***** Disco completion *****

* Disco kernel replicated on every processor

* Recap memory management (some notes repeated from Lecture 6)
* Virtualized memory
- OS sees "physical" pages, but those are really virtual; Disco maps those
  numbers to "machine" pages
-- "pmap" data structure: maps physical => machine, and machine => virtual
-- To install a TLB entry <virt,phys,prot>: Look up 'physical' addr in
   pmap, which maps <phys,mach>; install <virt,mach,prot>; remember
   mach=>virt mapping, so you can shoot down the relevant parts of the TLB
   if disco takes the mach page away from the OS 
- Requires virtualizing TLB inserts
- OS changes: Hints from the OS to disco about memory management
-- Request a cleared page, rather than zeroing a page in software; Disco
   needs to do this anyway
-- I'm not using this page anymore (freelist)

* Disks
- Non-persistent disks
-- May be shared between VMs, but changes local per-VM
-- Changes don't survive reboots
- Read a disk block that someone else has read?
-- Memory access!
- Read a multiple of the page size?
-- Remap TLB!
-- But map read-only to preserve semantics; if someone writes the data,
   make a copy (copy-on-write)
-- For read-only data, like program memory, this works great
   "Effectively we get the memory sharing patterns expected of a single
   shared memory multiprocessor OS even though the system runs multiple
   independent OSes."
- Only used for VM-dependent, non-persistent disks
-- No sharing!  Independent machines
-- Modified sectors kept in main memory
-- Persistent disks are managed separately; see below
- Data structures
-- B-Tree: disk sector => machaddr in global cache;
   disk sector * virtmachine => machaddr (for modifications)

- Persistent disks
-- Only one virtmach can mount at a time!
-- No need to virtualize disk layout
-- Corresponds to multiple-machine abstraction: use NFS to access remote
   files
- Networking interface
-- Write a new network device driver with no MTU
-- Driver detects the transfer of a disk block ==> transfer page, not data!
... OS already transfers pages because of scatter/gather!  Convenient.
	(what is scatter/gather?)
... Kernel NFS always copied mbuf data to the file cache; instead, use a
	new HAL layer function, remap(): like bcopy(), but remaps the page
	when possible
... Kernel then places the mbuf data on a free-mbuf list.  This used to use
	the data page memory; ==> lots of copy-on write faults!
	Just fix this problem.

* More OS changes
- What about kernel mode?
-- MIPS supports "unmapped" memory in KSEG0 segment; kernel mode only;
	accesses bypass TLB
-- OSes put their code and data in this segment
... Reduced pressure on TLB!
-- Problem -- Disco would fault on each instruction
-- Solution: relink the OS
... Not necessary on other OSes
- ASIDs (address space IDs)
-- TLB entries tagged with ASID
-- Shoot down TLB when you swap OSes; no need to remap ASIDs
- More TLB pressure
-- The OS is in there -- it wasn't before
-- TLB misses are more expensive, too, since they're virtualized
-- Larger virtual TLB in software -- like exokernel (discussed before)

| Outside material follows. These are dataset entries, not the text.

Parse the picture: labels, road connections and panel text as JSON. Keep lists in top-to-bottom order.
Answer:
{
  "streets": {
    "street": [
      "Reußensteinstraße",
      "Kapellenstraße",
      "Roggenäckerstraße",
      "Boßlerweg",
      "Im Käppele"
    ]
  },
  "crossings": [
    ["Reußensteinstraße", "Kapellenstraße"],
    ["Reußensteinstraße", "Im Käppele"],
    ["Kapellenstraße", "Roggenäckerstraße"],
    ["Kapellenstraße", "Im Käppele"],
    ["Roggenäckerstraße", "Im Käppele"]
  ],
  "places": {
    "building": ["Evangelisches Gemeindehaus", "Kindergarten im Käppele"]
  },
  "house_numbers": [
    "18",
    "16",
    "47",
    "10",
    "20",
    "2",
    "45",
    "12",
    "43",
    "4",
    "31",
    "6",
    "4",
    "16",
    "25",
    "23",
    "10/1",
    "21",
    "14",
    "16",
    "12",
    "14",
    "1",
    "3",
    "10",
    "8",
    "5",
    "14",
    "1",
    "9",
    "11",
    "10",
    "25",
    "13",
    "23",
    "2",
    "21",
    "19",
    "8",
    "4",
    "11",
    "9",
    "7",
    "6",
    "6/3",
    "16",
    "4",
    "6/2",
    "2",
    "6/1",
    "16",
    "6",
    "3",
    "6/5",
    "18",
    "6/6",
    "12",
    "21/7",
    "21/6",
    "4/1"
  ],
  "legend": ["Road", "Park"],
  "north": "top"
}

**** VMware ESX Server ****

* How has the goal changed from VMware to Disco?
- Disco was worried about fault isolation *in a massive processor array*
-- Mean time to failure for hardware components, etc.
-- Multiple OSes per processor was possible, but not the expected mode
- VMware insight: Holy crap, the problem is *the software*
-- IT departments run a bunch of servers: mail, internal web server,
	directory server, ...
-- Often run on different *machines* to achieve fault isolation
... You *know* they're isolated!
-- Expensive!
-- Solution: fault isolation *in software!*
... If someone tried to sell you good software you wouldn't believe it
... But the VM has the same fault isolation properties as different
	hardware boxes!

* What's the major differences between VMware and Disco?
- The OSes are *unmodified*
-- No hooks
... No Cheap versions of enabling/disabling CPU interrupts, privileged
	registers
... No hints from OS about memory management:
... No Request a cleared page, rather than zeroing a page in software; Disco
   needs to do this anyway
... No I'm not using this page anymore (freelist)
... No sexy mbuf change
... No sexy memcpy change
- Reduces possible performance
- But can we get most of the benefit *anyway*?

* Techniques
- "Gray-box" techniques
-- Don't get the OS to tell you what it's doing
-- Watch what it *actually does*
-- Can actually achieve more sharing and optimization than explicit
	changes, because you can catch unexpected sharing opportunities!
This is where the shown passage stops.